Berlyne identified two categories of curiosity: perceptual curiosity and epistemic curiosity.  Perceptual curiosity he described as a “drive reducible by sensory-inspection.”  In other words, a quick Google search may satisfy a desire to know why a stop sign is octagonal.

On the other hand, he described epistemic curiosity as a “drive reducible by knowledge-rehearsal.”  A simple Google search will not satisfy this kind of curiosity.  Instead, it requires a modicum of patience and a deliberate and perhaps repetitive application of an investigative method.  The communication theorist Gavin Ambrose described this kind of curiosity as a deeper search for answers that takes time and understanding.

While more recent work considers the role of personality traits in the experience of curiosity, we are interested in the potential of evoking and leveraging common emotional-motivational states to broker an experience of perceptual curiosity that leads to deeper epistemic curiosity for our users.

Mind the gap.

Can curiosity be measured? (or how to spark curiosity?)

Neuroscientists have studied the sequence of brain activity in parts of the brain that signal arousal, discomfort, and reward to measure perceptual curiosity.

Seeking to understand the relation of perceptual curiosity on brain activity, researchers presented their research participants with a series of image couplets while scanning their brains. The subject and condition of the image couplets would vary.  The first could be a blurry image of a subject followed by a clear image of the same subject or of a completely different subject. Figure 1 illustrates the sets of image couplets that were presented to participants. 

Participants demonstrated increased brain activity where a blurry image preceded a clear image of the same subject (B-C corresponding in Figure 1).  The increased neural activity indicated that “brain activation [is] associated with the relief of perceptual uncertainty.” 1 In other words, the condition for curiosity is dependent on the potential for it to be resolved. Piqued interest without resolution isn’t curiosity.

Also, the condition for the interest in the first place will be vague and uncertain familiarity with the subject. This confirms Berlyne’s theory that “patterns will be most curiosity-arousing at an intermediate stage of familiarity.” 2 Curiosity is achieved when the image is vaguely familiar and in time resolves into full clarity.

Figure 1. Most significant brain activity corresponded with image sequence where blurry image preceded image of the same subject (Blurry-Clear corresponding).

Our aim is to mobilize the cycle of perceptual curiosity to support long term epistemic curiosity. For our purposes, the framework for establishing some familiarity is through categorization of experiences and activities by borders, their qualities, and attributes.

Figure 2

A user exploring experiences of borders can come into greater clarity of these experiences by navigating along the lines of their categorization. An experience of the Syria > Turkey border is recorded as important making it relatable across geographic and linguistic contexts to an experience of the “remaining in grief” > “open up to life and joy again” border (illustrated in Figure 2).

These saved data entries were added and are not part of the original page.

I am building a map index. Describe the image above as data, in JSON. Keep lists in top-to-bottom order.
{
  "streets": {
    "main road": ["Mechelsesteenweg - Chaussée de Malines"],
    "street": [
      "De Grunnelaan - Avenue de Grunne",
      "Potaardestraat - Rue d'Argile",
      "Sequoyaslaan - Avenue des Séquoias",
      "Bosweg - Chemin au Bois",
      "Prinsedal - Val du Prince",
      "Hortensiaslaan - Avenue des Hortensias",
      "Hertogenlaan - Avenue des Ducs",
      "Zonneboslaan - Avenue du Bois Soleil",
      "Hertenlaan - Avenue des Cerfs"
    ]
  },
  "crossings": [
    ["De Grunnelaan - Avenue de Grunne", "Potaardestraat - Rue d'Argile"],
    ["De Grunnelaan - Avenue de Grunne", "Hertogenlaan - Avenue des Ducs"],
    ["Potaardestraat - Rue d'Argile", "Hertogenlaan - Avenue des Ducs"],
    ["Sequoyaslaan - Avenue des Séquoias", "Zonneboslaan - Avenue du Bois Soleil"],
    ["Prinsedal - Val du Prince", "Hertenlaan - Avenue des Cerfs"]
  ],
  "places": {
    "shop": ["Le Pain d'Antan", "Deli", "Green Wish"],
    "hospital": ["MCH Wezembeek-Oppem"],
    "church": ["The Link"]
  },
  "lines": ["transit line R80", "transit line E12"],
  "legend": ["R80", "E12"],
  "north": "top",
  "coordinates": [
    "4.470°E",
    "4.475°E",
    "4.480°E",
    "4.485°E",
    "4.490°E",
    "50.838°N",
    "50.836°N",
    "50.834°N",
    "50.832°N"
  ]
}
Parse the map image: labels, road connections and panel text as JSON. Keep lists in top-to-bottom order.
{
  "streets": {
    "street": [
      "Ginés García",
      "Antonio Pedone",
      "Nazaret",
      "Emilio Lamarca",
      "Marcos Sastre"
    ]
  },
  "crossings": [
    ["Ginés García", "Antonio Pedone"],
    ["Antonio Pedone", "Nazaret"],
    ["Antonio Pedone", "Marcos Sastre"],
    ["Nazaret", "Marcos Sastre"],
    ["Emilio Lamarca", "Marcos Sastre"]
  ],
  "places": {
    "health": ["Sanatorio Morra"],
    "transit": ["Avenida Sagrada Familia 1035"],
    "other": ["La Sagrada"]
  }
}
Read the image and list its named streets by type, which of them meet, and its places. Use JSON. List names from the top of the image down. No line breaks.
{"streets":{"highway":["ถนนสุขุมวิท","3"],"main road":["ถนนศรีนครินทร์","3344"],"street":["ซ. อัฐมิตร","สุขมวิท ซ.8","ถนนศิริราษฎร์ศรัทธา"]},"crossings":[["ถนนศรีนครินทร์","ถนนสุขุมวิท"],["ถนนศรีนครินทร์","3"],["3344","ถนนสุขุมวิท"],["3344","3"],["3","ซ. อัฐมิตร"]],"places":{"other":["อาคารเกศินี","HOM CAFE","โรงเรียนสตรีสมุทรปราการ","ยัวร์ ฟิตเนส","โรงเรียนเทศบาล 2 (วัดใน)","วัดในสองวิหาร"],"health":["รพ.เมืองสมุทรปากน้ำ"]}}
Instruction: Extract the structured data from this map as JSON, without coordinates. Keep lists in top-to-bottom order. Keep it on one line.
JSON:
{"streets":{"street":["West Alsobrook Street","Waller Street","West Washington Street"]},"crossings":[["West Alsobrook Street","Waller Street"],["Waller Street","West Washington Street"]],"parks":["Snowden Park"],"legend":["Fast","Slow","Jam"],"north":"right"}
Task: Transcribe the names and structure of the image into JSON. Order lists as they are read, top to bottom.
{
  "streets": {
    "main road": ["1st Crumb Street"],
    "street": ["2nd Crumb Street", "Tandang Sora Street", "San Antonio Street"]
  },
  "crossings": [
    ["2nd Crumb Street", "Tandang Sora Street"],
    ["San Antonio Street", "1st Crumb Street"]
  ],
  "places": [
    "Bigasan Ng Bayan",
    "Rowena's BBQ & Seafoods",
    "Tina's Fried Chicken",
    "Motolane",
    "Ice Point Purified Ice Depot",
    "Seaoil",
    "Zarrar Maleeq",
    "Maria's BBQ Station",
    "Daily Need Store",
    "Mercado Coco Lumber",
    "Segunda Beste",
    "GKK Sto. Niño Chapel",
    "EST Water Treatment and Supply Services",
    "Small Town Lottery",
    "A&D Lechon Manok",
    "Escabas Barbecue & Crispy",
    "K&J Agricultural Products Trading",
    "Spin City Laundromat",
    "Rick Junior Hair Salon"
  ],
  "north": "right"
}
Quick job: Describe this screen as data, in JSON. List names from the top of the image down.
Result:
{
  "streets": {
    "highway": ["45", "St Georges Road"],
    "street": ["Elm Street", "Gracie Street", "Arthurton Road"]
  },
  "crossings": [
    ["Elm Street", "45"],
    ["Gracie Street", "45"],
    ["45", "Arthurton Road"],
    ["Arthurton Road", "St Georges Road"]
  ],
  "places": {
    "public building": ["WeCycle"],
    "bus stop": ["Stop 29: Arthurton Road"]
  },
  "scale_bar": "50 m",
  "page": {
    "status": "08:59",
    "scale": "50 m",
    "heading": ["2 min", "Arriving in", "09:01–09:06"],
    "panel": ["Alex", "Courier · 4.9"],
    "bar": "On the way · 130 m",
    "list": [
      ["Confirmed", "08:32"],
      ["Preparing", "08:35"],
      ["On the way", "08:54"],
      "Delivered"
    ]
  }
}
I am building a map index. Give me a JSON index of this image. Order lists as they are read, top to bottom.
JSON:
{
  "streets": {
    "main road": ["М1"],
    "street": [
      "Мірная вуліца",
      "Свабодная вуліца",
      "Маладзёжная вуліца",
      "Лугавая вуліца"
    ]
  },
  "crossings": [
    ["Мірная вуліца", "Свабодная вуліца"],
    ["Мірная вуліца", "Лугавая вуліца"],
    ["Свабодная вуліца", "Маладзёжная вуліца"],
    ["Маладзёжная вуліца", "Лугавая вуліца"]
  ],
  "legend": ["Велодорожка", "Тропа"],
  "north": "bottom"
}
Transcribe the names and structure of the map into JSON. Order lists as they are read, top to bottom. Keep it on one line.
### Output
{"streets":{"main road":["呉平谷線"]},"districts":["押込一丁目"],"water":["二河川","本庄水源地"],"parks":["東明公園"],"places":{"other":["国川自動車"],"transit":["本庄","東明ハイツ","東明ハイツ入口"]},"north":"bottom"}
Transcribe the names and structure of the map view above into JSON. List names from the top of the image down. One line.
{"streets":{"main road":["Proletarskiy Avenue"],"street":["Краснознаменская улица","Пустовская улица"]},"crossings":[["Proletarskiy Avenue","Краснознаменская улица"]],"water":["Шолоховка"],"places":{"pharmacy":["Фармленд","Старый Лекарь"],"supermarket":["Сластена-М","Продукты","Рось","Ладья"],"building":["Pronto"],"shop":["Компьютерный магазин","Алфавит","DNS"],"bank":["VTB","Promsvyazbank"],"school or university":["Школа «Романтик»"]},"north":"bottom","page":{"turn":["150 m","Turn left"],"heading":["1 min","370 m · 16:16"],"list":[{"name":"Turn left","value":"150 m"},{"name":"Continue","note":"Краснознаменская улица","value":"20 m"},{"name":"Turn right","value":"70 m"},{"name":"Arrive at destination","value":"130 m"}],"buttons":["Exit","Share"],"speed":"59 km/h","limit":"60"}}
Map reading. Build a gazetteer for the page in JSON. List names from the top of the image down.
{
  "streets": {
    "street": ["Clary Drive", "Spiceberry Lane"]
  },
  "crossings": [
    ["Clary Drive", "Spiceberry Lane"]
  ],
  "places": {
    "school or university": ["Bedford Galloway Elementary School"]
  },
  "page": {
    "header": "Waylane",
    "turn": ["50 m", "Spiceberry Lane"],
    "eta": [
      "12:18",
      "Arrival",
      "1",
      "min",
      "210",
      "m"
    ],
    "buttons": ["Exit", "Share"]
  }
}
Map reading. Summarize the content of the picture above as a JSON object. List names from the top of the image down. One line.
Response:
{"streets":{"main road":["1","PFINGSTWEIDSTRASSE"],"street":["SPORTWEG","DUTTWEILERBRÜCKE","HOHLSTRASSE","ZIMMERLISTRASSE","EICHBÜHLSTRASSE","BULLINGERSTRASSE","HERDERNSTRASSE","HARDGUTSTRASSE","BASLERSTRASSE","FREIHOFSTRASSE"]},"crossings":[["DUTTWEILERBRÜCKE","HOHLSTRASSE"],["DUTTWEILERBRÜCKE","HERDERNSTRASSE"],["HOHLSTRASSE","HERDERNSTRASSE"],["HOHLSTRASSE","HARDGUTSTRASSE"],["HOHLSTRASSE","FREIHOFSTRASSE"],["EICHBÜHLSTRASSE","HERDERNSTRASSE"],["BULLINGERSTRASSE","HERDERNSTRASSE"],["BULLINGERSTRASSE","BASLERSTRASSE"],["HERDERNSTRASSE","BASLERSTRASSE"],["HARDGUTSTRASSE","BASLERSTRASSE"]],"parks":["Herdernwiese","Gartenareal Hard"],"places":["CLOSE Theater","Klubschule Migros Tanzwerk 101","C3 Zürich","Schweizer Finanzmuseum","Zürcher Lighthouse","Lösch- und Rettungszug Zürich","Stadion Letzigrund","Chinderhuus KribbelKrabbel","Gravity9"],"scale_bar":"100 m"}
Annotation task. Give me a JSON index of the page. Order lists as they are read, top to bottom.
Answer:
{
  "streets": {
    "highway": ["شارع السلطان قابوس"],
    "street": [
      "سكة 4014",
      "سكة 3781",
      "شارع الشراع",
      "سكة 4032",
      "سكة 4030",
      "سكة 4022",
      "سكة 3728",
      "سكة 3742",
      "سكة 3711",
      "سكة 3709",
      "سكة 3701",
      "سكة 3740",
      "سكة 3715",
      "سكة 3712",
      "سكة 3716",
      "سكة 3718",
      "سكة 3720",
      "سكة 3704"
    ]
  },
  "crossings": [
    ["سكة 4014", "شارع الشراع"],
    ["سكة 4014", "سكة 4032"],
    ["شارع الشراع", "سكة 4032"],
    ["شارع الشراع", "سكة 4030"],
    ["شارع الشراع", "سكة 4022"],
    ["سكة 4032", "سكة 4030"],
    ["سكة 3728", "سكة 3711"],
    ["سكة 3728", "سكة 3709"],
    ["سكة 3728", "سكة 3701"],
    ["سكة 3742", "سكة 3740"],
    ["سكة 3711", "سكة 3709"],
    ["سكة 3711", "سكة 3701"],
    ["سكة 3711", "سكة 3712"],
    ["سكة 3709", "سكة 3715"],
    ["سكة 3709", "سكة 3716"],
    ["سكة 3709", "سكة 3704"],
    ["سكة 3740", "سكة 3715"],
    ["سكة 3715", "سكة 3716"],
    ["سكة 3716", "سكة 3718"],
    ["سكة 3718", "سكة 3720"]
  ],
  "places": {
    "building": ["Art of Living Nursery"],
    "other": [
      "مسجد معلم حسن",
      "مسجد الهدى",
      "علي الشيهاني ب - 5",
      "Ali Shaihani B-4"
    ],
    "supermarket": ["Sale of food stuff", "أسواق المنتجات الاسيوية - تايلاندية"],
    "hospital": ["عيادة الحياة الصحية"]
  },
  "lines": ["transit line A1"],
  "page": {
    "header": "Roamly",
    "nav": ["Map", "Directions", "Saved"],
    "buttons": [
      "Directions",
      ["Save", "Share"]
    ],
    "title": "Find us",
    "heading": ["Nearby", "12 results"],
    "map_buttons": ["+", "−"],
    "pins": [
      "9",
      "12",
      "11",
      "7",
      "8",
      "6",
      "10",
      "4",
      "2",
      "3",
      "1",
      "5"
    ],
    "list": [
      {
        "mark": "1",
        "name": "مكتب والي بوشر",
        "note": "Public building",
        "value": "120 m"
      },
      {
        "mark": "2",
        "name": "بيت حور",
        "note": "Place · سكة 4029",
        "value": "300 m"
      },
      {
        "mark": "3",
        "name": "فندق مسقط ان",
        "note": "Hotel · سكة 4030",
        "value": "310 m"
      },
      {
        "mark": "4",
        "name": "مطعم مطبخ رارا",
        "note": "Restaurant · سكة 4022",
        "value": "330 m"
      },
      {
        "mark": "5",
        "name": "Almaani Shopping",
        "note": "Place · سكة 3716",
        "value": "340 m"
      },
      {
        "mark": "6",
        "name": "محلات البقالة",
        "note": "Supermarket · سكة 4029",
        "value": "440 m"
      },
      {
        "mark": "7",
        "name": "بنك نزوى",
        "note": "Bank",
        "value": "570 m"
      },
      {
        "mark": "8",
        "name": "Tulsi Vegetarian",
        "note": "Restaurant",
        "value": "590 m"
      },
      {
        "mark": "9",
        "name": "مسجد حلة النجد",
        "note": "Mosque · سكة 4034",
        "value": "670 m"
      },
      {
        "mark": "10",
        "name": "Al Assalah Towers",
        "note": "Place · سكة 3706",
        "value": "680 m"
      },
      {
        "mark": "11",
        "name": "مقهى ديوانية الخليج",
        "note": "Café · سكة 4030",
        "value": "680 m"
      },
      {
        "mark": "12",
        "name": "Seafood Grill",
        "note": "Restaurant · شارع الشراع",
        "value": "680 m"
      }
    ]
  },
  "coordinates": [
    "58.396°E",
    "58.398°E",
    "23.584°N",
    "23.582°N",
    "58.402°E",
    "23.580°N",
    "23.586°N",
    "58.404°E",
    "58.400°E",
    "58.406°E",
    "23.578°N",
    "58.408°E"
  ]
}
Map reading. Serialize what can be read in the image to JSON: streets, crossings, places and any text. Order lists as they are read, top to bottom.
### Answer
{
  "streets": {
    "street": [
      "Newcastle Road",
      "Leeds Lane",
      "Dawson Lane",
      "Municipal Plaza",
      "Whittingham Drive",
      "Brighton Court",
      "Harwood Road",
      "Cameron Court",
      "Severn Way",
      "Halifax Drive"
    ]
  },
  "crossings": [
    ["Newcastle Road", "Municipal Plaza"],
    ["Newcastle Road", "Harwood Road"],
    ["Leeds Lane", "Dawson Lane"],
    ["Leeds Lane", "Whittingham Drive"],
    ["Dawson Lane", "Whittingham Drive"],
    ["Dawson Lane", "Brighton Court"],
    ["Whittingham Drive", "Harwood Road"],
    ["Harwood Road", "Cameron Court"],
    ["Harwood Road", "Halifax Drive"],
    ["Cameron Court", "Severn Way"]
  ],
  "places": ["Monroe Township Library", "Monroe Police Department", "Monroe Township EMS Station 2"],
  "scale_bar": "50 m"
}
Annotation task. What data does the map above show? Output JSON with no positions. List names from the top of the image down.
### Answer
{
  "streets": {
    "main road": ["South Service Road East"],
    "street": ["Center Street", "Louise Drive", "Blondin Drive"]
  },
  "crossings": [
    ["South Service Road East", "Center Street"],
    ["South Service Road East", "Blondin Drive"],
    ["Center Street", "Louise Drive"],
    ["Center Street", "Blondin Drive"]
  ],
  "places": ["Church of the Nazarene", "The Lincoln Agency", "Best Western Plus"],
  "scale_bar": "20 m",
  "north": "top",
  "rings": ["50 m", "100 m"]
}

[success — failure in activities]

Operationalizing measures

We are interested in the potential for establishing behavioral measure for curiosity. On the evaluation front, we’ve defined a few goals for Google Analytics to track and operationalize our objective to measure curiosity. The goals we are currently tracking are:

Activity filterer – someone that has applied a filter on the activity pages.
Story filterer – someone that has applied a filter on the bordr story pages.
Lingerer – someone that has spent 20 minutes or more on the website.
Explorer – someone that has visited 10 or more pages anywhere on the site
Guest story teller – someone without an account that has posted a story
User story teller – someone with an account on the site that has posted a story

Activity filterer

7% conversion rate between Feb 1 and March 31st. Top filter categories by country: France & Lebanon. Top filter categories by method: archiving & exhibitions. Top filter categories by hub: Kulturzentrum Schlachthof & Ryo Ikeshiro.

Story filterer

0% conversion rate between Feb 1 and March 31st.

Lingerer

13% conversion rate between Feb 1 and March 31st. Most ending up on the stories listing page and the home page when they have spent 20 minutes or more on the website.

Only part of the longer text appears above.